## Activity
Only lines with the word "Sokak" belong in the answer; copy them from the records below.

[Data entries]
----------

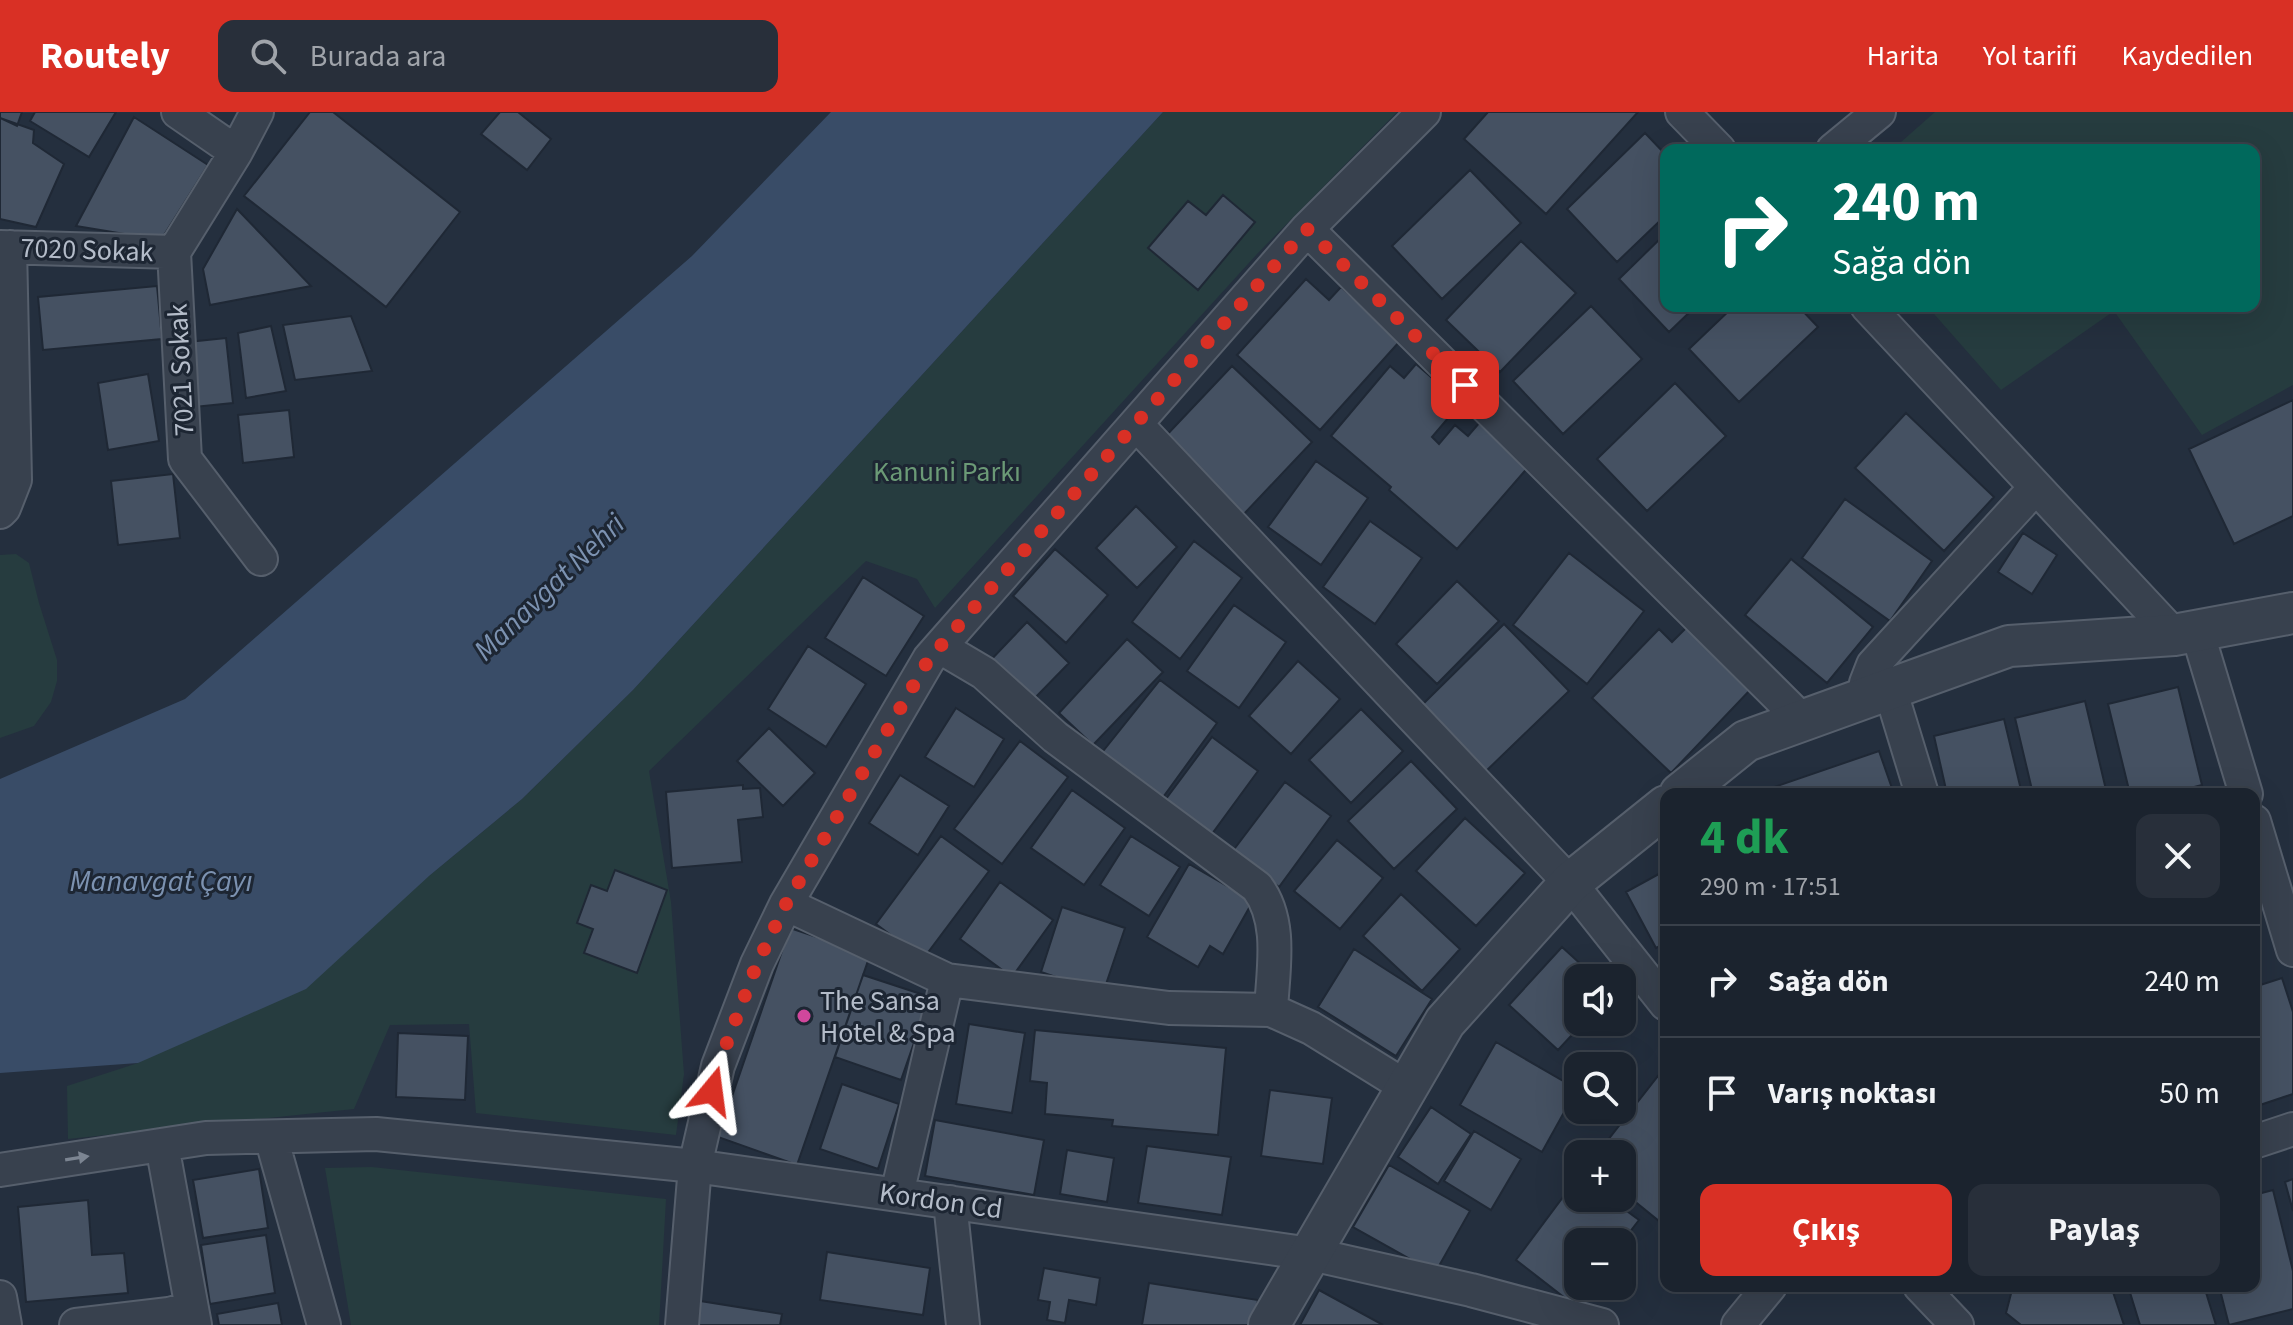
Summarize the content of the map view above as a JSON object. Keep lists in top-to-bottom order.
{
  "streets": {
    "street": ["7020 Sokak", "7021 Sokak", "Kordon Cd"]
  },
  "crossings": [
    ["7020 Sokak", "7021 Sokak"]
  ],
  "water": ["Manavgat Nehri", "Manavgat Çayı"],
  "parks": ["Kanuni Parkı"],
  "places": ["The Sansa Hotel & Spa"],
  "page": {
    "header": "Routely",
    "search": "Burada ara",
    "nav": ["Harita", "Yol tarifi", "Kaydedilen"],
    "turn": ["240 m", "Sağa dön"],
    "heading": ["4 dk", "290 m · 17:51"],
    "list": [
      {
        "name": "Sağa dön",
        "value": "240 m"
      },
      {
        "name": "Varış noktası",
        "value": "50 m"
      }
    ],
    "map_buttons": ["+", "−"],
    "buttons": ["Çıkış", "Paylaş"]
  }
}
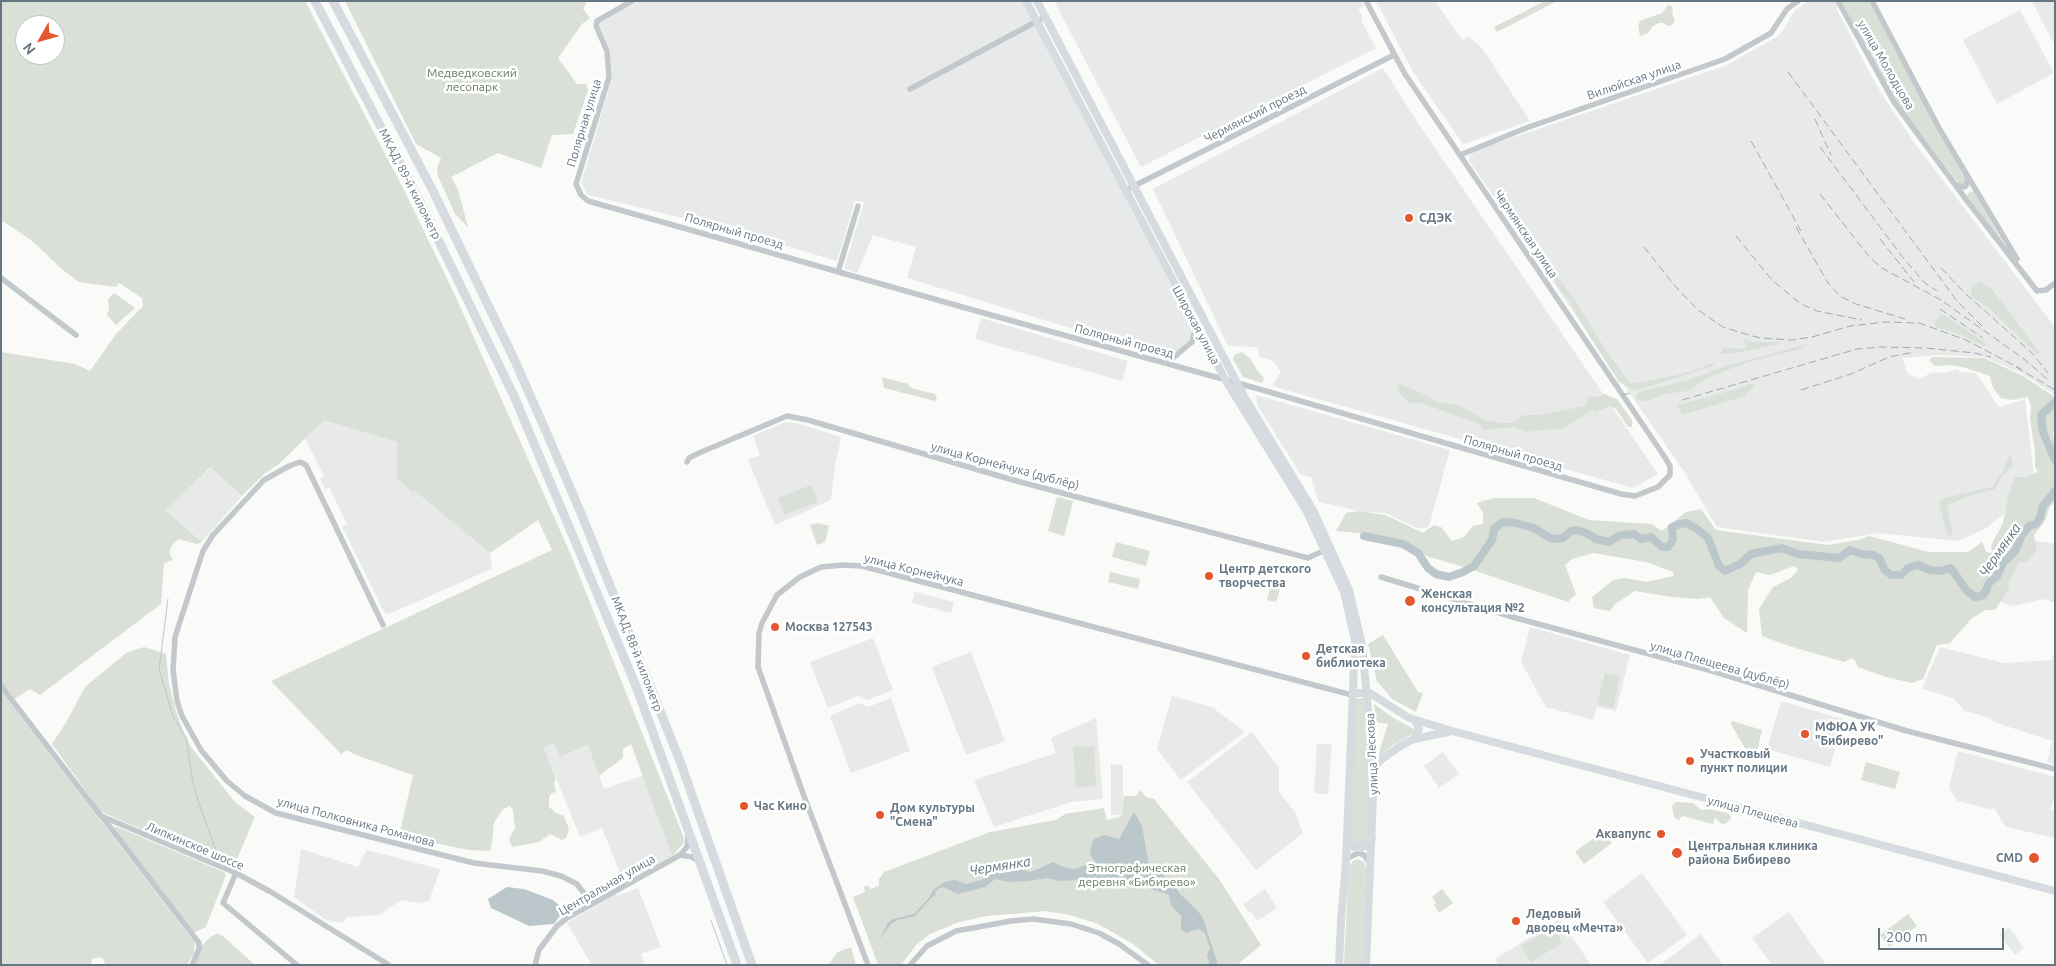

----------

## Written reply
    "street": ["7020 Sokak", "7021 Sokak", "Kordon Cd"]
    ["7020 Sokak", "7021 Sokak"]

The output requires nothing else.